M. Hennebeau, averti, se contenta de dire, avec un haussement d’épaules :

— S’il nous ennuie trop, l’évêque nous en débarrassera.

Et, pendant que la panique soufflait ainsi d’un bout à l’autre de la plaine, Étienne habitait sous terre, au fond de Réquillart, le terrier à Jeanlin. C’était là qu’il se cachait, personne ne le croyait si proche, l’audace tranquille de ce refuge, dans la mine même, dans cette voie abandonnée du vieux puits, avait déjoué les recherches. En haut, les pruneliers et les aubépines, poussés parmi les charpentes abattues du beffroi, bouchaient le trou ; on ne s’y risquait plus, il fallait connaître la manœuvre, se prendre aux racines du sorbier, se laisser tomber sans peur, pour atteindre les échelons solides encore ; et d’autres obstacles le protégeaient, la chaleur suffocante du goyot, cent vingt mètres d’une descente dangereuse, puis le pénible glissement à plat ventre, d’un quart de lieue, entre les parois resserrées de la galerie, avant de découvrir la caverne scélérate, emplie de rapines.
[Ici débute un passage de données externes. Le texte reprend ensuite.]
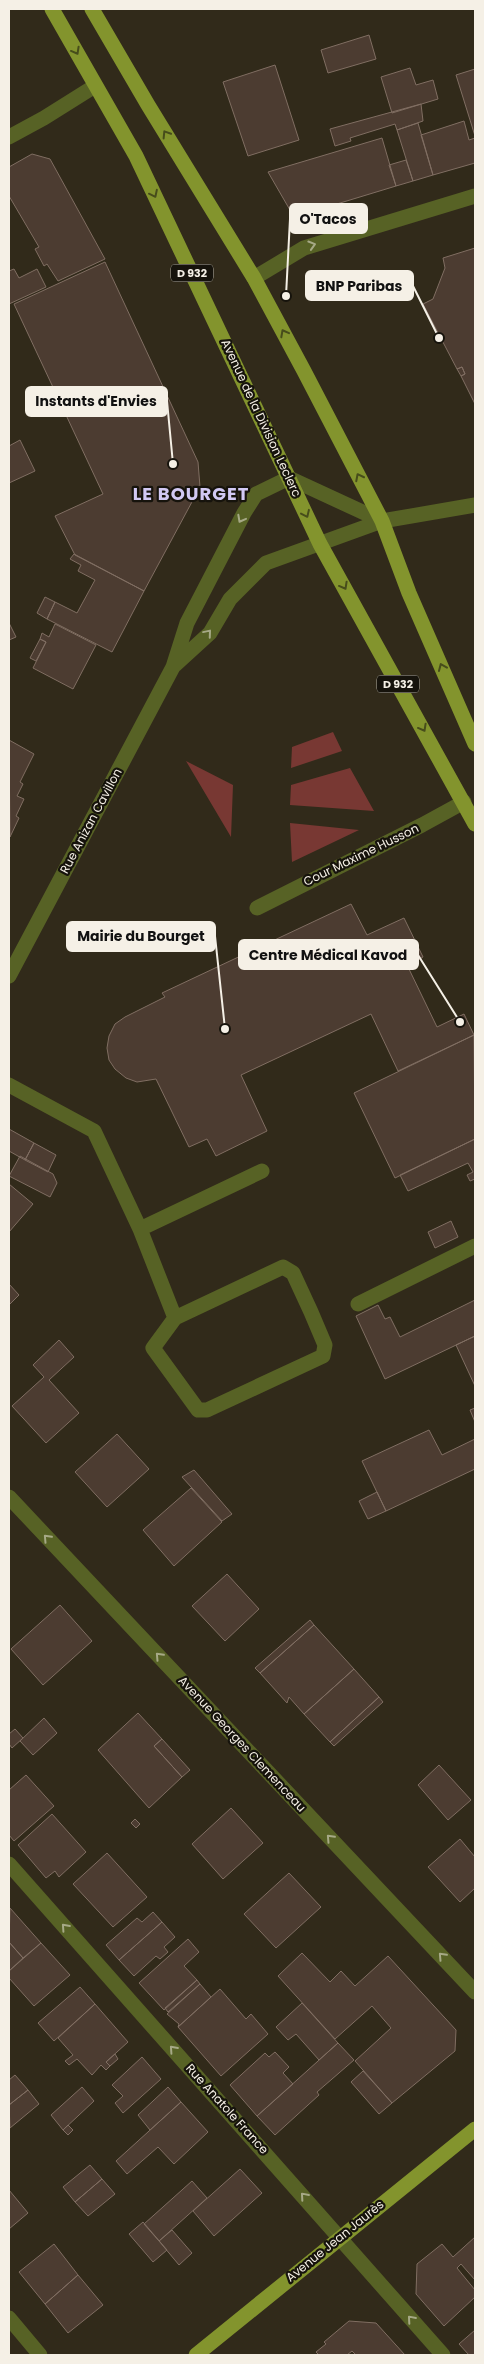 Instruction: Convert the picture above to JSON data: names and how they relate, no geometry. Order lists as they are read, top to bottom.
{
  "streets": {
    "main road": ["D 932", "Avenue de la Division Leclerc", "Avenue Jean Jaurès"],
    "street": [
      "Rue Anizan Cavillon",
      "Cour Maxime Husson",
      "Avenue Georges Clemenceau",
      "Rue Anatole France"
    ]
  },
  "crossings": [
    ["Avenue de la Division Leclerc", "Rue Anizan Cavillon"],
    ["Avenue de la Division Leclerc", "Cour Maxime Husson"],
    ["Rue Anatole France", "Avenue Jean Jaurès"]
  ],
  "one_way": ["Avenue Georges Clemenceau", "Rue Anatole France"],
  "districts": ["LE BOURGET"],
  "places": [
    "O'Tacos",
    "BNP Paribas",
    "Instants d'Envies",
    "Centre Médical Kavod",
    "Mairie du Bourget"
  ]
}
Il y vivait au milieu de l’abondance, il y avait trouvé du genièvre, le reste de la morue sèche, des provisions de toutes sortes. Le grand lit de foin était excellent, on ne sentait pas un courant d’air, dans cette température égale, d’une tiédeur de bain. Seule, la lumière menaçait de manquer. Jeanlin qui s’était fait son pourvoyeur, avec une prudence et une discrétion de sauvage ravi de se moquer des gendarmes, lui apportait jusqu’à de la pommade, mais ne pouvait arriver à mettre la main sur un paquet de chandelles.